The February 2020 temperature departure from average was also the third highest monthly temperature departure from average for any month in the 1,682-month record. Only March 2016 (+1.31°C / +2.36°F) and February 2016 (+1.26°C / +2.27°F) had a higher temperature departure.

This means that the February 2020 global land and ocean surface temperature departure from average was the highest monthly temperature departure without an El Niño present in the tropical Pacific Ocean, surpassing the previous record set only last month (January 2020).

The data is available for the graph copied here. Click on Temperature Anomalies Time Series for February.

 

How is spring changing?

Climate Central has put together their 2020 Spring Package (2/2/2020) with information and a selection of city graphs. For example

Analyzing average spring temperatures since 1970, the top increases occurred in the Southwestwhere spring is the fastest warming season. Reno, Nev. topped the list with an increase of 7.2°F, followed by Las Vegas, Nev. (6.4°F), El Paso, Texas (5.8°F), and Tucson (5.8°F). In general, 81% (197) of the 242 cities analyzed warmed by at least 1°F over the past fifty years. 

There are four different graph selections for spring: Average Temperature, Days Above Normal, Last Freeze, and a National Map. For the first three you can select from various cities.
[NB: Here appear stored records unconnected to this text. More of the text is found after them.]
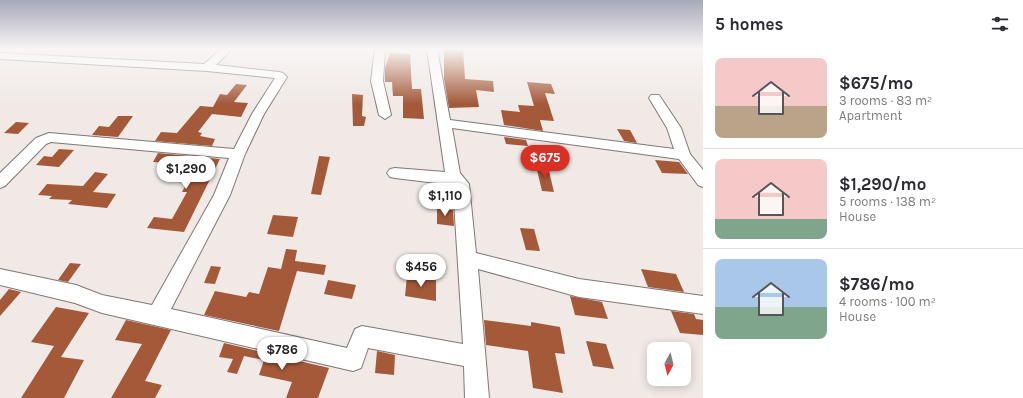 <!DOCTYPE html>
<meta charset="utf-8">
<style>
:root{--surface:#fff;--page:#f7f7f7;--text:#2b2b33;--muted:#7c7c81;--line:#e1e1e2;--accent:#d93025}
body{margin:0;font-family:Karla,sans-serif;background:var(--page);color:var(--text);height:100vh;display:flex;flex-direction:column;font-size:15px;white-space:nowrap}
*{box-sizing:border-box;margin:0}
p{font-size:13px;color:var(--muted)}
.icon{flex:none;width:22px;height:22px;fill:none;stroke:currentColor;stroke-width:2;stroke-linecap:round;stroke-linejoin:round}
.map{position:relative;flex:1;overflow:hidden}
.details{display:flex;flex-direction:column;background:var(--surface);width:320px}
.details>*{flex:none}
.needle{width:26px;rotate:187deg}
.fabs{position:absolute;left:647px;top:342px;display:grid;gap:8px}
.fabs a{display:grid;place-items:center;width:44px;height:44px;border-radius:8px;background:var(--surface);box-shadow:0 2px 10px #0003;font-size:20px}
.price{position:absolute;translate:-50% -34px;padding:0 9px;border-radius:14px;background:#fff;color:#222;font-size:13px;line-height:26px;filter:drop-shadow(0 1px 2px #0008)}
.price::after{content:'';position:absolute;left:50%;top:24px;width:12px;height:9px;margin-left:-6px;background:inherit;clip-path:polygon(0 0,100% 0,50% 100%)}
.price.active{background:var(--accent);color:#fff}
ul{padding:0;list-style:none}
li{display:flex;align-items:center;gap:12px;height:100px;padding:0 12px}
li+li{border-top:1px solid var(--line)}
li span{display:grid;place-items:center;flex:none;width:112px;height:80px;border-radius:8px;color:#555}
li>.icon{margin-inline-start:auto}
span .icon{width:48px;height:48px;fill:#fffc;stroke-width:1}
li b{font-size:17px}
h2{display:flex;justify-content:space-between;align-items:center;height:48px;padding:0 12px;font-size:17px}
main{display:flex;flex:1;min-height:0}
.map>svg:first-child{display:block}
.building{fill:#a45939}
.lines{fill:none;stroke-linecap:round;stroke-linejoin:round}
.minor-casing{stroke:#7f7876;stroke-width:2}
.minor{fill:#fff;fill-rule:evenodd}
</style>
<main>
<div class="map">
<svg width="703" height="398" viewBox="0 0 703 398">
<rect width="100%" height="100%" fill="#f0e9e6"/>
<g class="building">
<polygon points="444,49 463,49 465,79 493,81 494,92 476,90 479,107 449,108 444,79"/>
<polygon points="390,53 410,54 412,89 421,89 424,119 403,118 403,96 393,96 392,82 385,82 385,68"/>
<polygon points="527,82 551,84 555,94 545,93 554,121 540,120 543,131 504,125 501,110 520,112 518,105 534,106"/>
<polygon points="236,84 247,85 234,102 248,103 241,117 212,114 198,132 202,133 200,136 215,139 212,146 155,141 161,132 177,133 200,106 213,107 220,94 227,95"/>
<polygon points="352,94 363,95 362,116 366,117 364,126 353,126"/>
<polygon points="118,116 133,116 118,137 92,135 99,126 109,127"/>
<polygon points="16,122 29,123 18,134 4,133"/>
<polygon points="617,129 630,130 637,143 624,141"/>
<polygon points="504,137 526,140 528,146 506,144"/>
<polygon points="59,149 74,150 59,167 36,165 44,156 52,157"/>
<polygon points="158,153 220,159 184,232 147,228 154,217 172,219 187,192 182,192 197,165 153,162"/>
<polygon points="319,156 330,157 321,195 311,194"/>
<polygon points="655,160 679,162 688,174 662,173"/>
<polygon points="536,166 548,167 554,192 542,191"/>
<polygon points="95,172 108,174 93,192 116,194 107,208 68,204 72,200 49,199 52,196 38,195 47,184 83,186"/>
<polygon points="437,208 453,210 454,226 437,224"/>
<polygon points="273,215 298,217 293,237 267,234"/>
<polygon points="520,228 534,229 540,251 526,250"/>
<polygon points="286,249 297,250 295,261 326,265 324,275 297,271 279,331 204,315 215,291 246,297 249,292 259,294 268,267 281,269"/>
<polygon points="70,263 81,264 68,282 58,280"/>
<polygon points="211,266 221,267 215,284 204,283"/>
<polygon points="641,269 676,274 684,292 648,287"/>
<polygon points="407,276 436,280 436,301 405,296"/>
<polygon points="328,280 356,285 352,299 324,294"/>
<polygon points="9,289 21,292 0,316 0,300"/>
<polygon points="570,296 602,302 608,319 575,315"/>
<polygon points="56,307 89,313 61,357 84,360 64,398 21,398 54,346 31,342"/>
<polygon points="671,311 694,314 696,319 703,320 703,335 680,333"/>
<polygon points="126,320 171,330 145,381 162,385 155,398 111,398 142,344 115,340"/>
<polygon points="484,320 531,326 531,322 560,327 565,354 555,353 563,393 533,388 528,351 486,345"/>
<polygon points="586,341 606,344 614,369 593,366"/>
<polygon points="224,343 329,368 318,398 286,398 292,382 259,375 264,360 244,356 237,374 227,372 233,359 219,357"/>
<polygon points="377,351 395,355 394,375 375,373"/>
</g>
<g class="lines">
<defs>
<g id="minor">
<polygon points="221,49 232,49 216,65 279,72 283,73 287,77 264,114 245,154 230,195 171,309 347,348 355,329 362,326 463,344 453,185 395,178 390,177 387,173 390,169 395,168 445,172 427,49 437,49 450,120 674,149 667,128 649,98 651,95 659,95 681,128 690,154 703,170 703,187 698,185 679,159 452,128 460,173 469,184 476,253 579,279 703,296 703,314 579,297 478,269 489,398 465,398 464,366 368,348 361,368 353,371 102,313 75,303 0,285 0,269 76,285 102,295 152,305 214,195 229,158 51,142 46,144 5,186 0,188 0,173 36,138 49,133 234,149 252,114 275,78 207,71 0,59 0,53 204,64"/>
<polygon points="375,49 385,49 383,81 391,115 385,119 379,115 371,81"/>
</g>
</defs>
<use href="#minor" class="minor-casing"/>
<use href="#minor" class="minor"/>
</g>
<linearGradient id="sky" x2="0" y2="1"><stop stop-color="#a7a8ba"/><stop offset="0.47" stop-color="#f8f5f4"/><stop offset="1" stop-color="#f8f5f4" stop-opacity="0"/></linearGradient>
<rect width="703" height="104" fill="url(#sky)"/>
</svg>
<div class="fabs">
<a><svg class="needle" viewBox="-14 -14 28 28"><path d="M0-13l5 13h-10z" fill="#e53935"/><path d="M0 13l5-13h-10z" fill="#7c7c81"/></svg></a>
</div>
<b class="price active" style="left:545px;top:179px">$675</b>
<b class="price" style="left:186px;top:190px">$1,290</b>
<b class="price" style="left:445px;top:217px">$1,110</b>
<b class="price" style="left:421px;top:288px">$456</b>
<b class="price" style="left:282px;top:371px">$786</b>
</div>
<section class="details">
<h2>5 homes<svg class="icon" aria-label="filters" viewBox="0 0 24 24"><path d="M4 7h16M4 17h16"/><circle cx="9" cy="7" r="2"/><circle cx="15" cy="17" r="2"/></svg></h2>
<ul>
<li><span style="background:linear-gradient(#f6c9c9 60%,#b9a48a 0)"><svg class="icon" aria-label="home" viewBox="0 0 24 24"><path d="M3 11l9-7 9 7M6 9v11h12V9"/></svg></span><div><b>$675/mo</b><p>3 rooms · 83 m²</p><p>Apartment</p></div></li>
<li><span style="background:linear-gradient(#f6c9c9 75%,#7fa58c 0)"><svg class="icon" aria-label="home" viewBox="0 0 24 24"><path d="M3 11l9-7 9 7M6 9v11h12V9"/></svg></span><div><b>$1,290/mo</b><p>5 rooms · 138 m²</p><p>House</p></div></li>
<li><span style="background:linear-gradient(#a9c7e8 60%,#7fa58c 0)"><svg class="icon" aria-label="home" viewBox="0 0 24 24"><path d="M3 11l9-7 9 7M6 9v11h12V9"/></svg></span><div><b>$786/mo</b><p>4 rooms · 100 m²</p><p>House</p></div></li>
</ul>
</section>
</main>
For example, I chose the graph for last freeze for Duluth, MN, which shows that on average the last freeze is occurring almost two weeks sooner.

The graphs are set up for easy download but there isn’t corresponding data. A previous post How much have fall nighttime temperatures risen? provides details on how to obtain this type of data.

Isn’t the sun causing global warming?

No, as can be easily seen by the graphic here copied from the NASA article There is No Impending ‘Mini Ice Age’ (2/13/2020). At the same time we won’t be seeing an ice age anytime soon:

This is called a “Grand Solar Minimum,” and the last time this happened, it coincided with a period called the “Little Ice Age” (a period of extremely low solar activity from approximately AD 1650 to 1715 in the Northern Hemisphere, when a combination of cooling from volcanic aerosols and low solar activity produced lower surface temperatures).

Even if a Grand Solar Minimum were to last a century, global temperatures would continue to warm. Because more factors than just variations in the Sun’s output change global temperatures on Earth, the most dominant of those today being the warming coming from human-induced greenhouse gas emissions.

The article has another time series of solar irradiance with a source.